= Beginning of Section =

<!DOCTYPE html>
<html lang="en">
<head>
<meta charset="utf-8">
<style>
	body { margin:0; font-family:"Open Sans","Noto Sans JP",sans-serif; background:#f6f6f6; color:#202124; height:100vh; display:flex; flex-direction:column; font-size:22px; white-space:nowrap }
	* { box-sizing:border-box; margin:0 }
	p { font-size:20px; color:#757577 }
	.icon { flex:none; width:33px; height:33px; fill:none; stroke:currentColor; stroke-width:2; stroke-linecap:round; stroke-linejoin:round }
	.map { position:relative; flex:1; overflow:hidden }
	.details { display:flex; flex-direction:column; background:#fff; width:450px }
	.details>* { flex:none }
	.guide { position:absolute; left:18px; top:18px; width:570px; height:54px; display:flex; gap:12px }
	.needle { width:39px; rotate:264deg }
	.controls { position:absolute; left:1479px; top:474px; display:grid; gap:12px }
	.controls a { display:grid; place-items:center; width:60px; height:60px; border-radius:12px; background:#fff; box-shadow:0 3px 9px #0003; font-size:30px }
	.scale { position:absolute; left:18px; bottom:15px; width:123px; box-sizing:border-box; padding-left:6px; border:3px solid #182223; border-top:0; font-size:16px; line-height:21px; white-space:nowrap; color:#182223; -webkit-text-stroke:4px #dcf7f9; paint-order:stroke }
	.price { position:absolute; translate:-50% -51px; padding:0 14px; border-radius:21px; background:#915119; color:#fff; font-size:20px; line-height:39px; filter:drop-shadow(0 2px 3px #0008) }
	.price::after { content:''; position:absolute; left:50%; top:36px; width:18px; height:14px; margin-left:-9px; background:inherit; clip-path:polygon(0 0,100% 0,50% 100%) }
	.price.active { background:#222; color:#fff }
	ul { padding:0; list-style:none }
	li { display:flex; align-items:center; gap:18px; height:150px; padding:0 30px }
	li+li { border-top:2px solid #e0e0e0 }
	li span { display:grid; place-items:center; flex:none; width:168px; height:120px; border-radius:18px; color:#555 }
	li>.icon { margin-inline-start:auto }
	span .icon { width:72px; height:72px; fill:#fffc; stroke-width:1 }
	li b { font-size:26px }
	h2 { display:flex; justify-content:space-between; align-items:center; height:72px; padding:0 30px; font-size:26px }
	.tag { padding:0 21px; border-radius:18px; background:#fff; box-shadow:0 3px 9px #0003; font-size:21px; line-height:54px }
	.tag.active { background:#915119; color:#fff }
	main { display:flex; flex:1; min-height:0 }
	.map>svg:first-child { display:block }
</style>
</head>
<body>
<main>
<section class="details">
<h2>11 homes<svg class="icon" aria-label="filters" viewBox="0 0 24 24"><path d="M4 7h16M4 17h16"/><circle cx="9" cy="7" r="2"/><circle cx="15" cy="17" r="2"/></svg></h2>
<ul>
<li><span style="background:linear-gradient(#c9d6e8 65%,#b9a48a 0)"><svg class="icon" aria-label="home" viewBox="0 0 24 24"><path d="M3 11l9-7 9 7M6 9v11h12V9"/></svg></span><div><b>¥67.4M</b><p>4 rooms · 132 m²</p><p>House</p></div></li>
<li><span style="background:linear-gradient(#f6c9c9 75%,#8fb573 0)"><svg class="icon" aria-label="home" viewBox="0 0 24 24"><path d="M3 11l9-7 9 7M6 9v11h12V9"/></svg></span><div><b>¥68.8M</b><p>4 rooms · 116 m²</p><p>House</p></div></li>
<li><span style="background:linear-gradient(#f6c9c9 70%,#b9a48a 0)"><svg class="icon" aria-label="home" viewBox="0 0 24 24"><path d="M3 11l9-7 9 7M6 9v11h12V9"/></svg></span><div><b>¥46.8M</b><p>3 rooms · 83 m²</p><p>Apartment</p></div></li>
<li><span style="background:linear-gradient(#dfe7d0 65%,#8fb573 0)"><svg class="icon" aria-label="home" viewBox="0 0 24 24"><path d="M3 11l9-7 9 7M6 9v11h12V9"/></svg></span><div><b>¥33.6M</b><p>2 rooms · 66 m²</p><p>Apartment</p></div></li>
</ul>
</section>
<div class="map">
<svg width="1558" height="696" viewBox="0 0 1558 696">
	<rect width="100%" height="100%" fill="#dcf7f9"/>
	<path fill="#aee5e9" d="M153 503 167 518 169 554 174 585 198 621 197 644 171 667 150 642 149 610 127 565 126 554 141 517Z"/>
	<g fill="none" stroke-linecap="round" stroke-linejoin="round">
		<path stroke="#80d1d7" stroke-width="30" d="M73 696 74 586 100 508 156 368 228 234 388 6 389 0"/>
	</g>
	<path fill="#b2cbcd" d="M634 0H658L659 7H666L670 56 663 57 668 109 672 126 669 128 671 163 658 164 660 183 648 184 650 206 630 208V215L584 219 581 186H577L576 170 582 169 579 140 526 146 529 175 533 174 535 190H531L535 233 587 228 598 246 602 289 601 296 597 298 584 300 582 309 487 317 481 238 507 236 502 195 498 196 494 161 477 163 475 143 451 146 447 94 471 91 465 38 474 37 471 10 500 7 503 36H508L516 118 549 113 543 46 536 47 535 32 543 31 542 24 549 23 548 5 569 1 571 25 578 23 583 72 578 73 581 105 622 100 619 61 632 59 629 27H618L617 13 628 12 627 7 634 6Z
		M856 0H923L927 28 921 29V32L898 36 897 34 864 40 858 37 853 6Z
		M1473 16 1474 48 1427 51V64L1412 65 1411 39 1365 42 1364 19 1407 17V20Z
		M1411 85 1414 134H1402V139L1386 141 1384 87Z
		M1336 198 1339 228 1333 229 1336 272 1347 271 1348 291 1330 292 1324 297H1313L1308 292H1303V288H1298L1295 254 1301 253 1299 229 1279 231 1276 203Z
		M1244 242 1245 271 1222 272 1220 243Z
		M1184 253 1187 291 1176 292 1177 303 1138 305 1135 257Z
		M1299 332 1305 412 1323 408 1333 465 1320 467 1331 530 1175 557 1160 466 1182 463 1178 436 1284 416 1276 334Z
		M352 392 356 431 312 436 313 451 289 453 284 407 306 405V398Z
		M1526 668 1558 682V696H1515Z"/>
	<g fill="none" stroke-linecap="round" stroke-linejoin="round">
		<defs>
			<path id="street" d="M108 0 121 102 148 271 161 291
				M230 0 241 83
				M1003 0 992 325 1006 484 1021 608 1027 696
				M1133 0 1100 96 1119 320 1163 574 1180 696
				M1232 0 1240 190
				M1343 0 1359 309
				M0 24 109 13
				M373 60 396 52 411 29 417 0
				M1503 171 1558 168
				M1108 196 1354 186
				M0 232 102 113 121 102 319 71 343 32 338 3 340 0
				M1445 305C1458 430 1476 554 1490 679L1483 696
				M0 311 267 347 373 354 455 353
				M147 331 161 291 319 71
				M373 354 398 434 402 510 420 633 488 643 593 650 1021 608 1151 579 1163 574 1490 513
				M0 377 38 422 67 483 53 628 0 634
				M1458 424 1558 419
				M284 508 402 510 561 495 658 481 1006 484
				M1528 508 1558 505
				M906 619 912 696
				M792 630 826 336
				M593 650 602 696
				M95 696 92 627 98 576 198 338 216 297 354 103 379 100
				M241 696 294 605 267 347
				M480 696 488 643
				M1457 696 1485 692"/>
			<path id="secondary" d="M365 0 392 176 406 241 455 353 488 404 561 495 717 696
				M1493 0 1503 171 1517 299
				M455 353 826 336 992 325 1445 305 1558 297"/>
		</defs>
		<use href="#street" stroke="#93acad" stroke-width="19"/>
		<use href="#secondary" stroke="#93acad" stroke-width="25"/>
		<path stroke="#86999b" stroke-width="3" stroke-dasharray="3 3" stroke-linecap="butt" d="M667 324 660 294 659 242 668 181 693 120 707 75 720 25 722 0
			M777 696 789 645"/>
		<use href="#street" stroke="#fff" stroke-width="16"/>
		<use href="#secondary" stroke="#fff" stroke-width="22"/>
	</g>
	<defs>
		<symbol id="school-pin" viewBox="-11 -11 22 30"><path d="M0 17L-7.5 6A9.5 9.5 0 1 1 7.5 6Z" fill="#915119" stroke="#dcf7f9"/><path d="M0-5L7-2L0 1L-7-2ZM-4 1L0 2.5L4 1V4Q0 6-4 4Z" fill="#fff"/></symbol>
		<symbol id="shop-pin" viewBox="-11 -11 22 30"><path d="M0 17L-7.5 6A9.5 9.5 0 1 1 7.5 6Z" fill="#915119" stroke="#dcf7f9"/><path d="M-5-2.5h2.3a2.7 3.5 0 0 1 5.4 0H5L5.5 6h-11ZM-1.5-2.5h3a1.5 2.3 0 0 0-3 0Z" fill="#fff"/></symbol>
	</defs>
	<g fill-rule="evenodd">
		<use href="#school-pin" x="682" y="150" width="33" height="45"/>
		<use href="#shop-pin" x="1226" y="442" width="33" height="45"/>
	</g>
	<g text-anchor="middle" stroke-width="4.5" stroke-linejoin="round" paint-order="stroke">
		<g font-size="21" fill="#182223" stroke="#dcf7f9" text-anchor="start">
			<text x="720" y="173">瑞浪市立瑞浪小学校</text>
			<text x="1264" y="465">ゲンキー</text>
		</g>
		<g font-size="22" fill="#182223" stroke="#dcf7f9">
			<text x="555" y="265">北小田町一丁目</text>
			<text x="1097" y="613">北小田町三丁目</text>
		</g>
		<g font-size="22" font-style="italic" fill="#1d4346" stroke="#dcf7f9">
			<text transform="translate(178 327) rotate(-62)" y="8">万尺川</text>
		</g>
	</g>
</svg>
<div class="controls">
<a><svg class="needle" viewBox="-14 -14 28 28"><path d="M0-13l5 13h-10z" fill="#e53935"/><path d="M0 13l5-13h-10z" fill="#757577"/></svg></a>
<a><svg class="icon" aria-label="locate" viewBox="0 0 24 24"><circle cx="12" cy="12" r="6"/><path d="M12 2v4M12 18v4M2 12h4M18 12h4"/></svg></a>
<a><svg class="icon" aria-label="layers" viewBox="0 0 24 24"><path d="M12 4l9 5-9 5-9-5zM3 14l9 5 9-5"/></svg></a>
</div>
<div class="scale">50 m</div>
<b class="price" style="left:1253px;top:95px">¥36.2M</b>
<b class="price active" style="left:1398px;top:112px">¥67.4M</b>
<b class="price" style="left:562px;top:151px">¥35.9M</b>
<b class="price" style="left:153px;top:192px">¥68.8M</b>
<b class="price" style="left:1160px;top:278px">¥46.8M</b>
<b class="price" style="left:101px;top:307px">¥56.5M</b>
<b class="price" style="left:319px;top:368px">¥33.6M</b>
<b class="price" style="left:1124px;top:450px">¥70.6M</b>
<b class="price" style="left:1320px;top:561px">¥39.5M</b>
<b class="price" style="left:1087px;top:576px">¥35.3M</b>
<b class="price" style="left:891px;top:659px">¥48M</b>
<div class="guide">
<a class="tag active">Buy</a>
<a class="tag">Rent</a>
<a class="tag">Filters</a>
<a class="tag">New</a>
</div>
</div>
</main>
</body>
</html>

= End of Section =

◆ WORK ORDER ◆
Filter the records down to the lines that contain the string "details", and copy those lines.

◆ TASK SOLUTION ◆
	.details { display:flex; flex-direction:column; background:#fff; width:450px }
	.details>* { flex:none }
<section class="details">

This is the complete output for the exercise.